CNS/NMJ vs ANS major differences

Answer 1

in the ANS:

• synapses are not as tight (en passant)
• metabotropic receptors, slower transmission

Question 2

comparison between sympathetic and parasympathetic divisions of the ANS

Answer 2

Symp: thoracolumbar; more exist points; short pres (Ach- nicotinic), long posts (Ne/e- adrenergic)
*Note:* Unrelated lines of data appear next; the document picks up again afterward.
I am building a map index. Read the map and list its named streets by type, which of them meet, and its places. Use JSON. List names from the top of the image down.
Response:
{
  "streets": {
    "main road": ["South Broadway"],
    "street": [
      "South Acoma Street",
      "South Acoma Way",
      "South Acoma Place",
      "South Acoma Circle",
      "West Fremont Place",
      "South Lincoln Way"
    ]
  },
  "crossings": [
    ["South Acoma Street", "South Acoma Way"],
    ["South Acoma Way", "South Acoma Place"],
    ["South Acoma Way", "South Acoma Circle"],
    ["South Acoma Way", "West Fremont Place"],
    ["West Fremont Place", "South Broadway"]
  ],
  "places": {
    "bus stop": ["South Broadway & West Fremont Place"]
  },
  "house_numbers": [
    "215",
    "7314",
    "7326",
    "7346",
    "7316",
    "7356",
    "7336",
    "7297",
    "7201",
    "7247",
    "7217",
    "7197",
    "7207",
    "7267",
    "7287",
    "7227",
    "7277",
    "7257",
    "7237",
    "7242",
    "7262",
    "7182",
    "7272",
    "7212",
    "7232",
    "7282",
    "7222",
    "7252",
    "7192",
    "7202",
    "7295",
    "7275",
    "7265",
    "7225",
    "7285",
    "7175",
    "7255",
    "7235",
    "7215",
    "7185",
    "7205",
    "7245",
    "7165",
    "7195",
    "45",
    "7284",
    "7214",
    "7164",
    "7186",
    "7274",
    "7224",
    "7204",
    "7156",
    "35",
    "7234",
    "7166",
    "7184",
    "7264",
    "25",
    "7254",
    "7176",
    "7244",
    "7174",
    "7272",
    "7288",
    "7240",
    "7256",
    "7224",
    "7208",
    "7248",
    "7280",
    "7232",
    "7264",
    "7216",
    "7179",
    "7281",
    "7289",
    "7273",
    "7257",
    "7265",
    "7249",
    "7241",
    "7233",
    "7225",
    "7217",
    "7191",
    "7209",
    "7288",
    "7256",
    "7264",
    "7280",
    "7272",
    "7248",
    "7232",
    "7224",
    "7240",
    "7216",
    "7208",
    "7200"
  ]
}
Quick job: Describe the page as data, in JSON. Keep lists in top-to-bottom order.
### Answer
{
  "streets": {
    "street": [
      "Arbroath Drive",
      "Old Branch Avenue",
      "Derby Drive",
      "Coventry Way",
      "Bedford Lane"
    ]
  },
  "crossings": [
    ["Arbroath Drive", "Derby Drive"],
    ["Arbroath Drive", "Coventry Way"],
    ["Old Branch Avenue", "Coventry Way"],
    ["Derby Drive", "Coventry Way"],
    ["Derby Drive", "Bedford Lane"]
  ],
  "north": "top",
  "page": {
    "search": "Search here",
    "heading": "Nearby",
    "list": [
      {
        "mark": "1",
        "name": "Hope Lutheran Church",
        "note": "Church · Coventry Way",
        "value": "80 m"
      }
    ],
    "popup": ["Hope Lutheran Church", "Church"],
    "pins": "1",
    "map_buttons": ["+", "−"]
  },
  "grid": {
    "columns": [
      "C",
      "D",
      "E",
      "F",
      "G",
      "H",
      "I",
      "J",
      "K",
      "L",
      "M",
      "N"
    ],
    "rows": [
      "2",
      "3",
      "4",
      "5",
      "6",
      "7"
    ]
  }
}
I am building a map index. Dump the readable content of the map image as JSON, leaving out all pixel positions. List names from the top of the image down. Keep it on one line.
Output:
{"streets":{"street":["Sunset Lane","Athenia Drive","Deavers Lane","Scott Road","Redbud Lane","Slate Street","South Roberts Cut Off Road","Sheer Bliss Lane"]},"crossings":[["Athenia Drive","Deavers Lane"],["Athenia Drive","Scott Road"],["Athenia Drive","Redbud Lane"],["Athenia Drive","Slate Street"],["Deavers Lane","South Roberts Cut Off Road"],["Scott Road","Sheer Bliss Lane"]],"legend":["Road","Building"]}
PS: craniosacral; long pres (Ach- nicotinic), short post (Ach- muscarinic)

Question 3

EC coupling in skeletal muscle

Answer 3

• electrically activated -
  1. AP (Ach gated channels at NMJ) to t-tubule
  2. depolarization activates DHPR
  3. DHPR changes conformation and activates Ryr
  4. Ca2+ released from SR
  5. Ca2+ binds troponin
  6. troponin moves tropomyosin to actin groove
  7. myosin (thick) binds actin (thin)
  8. crossbridge/power stroke
  9. Ca2+ is sequestered by SRCA/relaxatio

Question 4

EC coupling smooth muscle (vascular system) - NO t-tubules

Answer 4

• no electrical event -
  1. increased in Ca2+ (hormones- IP3, pacemakers- voltage, NTs- ligand)
  2. 4 Ca2+ binds calmodulin
  3. activates myosin light chain kinase
  4. phosphorylates light chain
  5. P-myosin can bind actin (form cross bridge) with hydrolysis of ATP
  6. inactivated by myosin light chain phosphatase

alpha- vasoconstriction
beta- vasodilation

Question 5

how does calcium modulate sodium channel activity? what happens with hypercalcemia? hypokalemia?

Answer 5

• Ca binds to proteins surrounding Na channel, makes environment more positive, h-gate closes, less APs
• Na+ channels become inactive (less available), conduction slows
  signs: weak reflexes
• low K+ = prolonged QT

Question 6

sequence of electical activity

Answer 6

SA
atrial muscle
AV
His 
Bundle 
Purkinje

Question 7

P-R interval

Answer 7

conduction time from atrial muscle-AV node-his-purkinje- 200 ms (most is AV nodal conduction)

Question 8

QRS interval

Answer 8

conduction time from endocardial to epicardial surface in ventricular muscle- 100 ms

Question 9

1st, 2nd, 3rd degree heart block

Answer 9

1st- abnormal prolongation in P-R interval
2nd- some atrial impulses fail to activate ventricles; not all P waves followed by QRS (e.g. 2:1 conduction)
3rd- complete AV block; no consistent P-R interval

Question 10

what does digitalis inhibit and what can it cause

Answer 10

• inhibits Na/K ATPase (sodium out, potassium in), reverses Na/Ca2+ pump (sodium in, Ca out)
• DADs by abnormally increasing intracellular Ca2+

Question 11

conduction of ventricular tachycardia

Answer 11

does not go through his-purkinje, goes through muscle in longitudinal way, conduction is slower, see slurred QRS

Question 12

what does the QT interval represent? what does the ST wave of the EKG correspond to?

Answer 12

QT- AP duration/systole (not conduction parameter)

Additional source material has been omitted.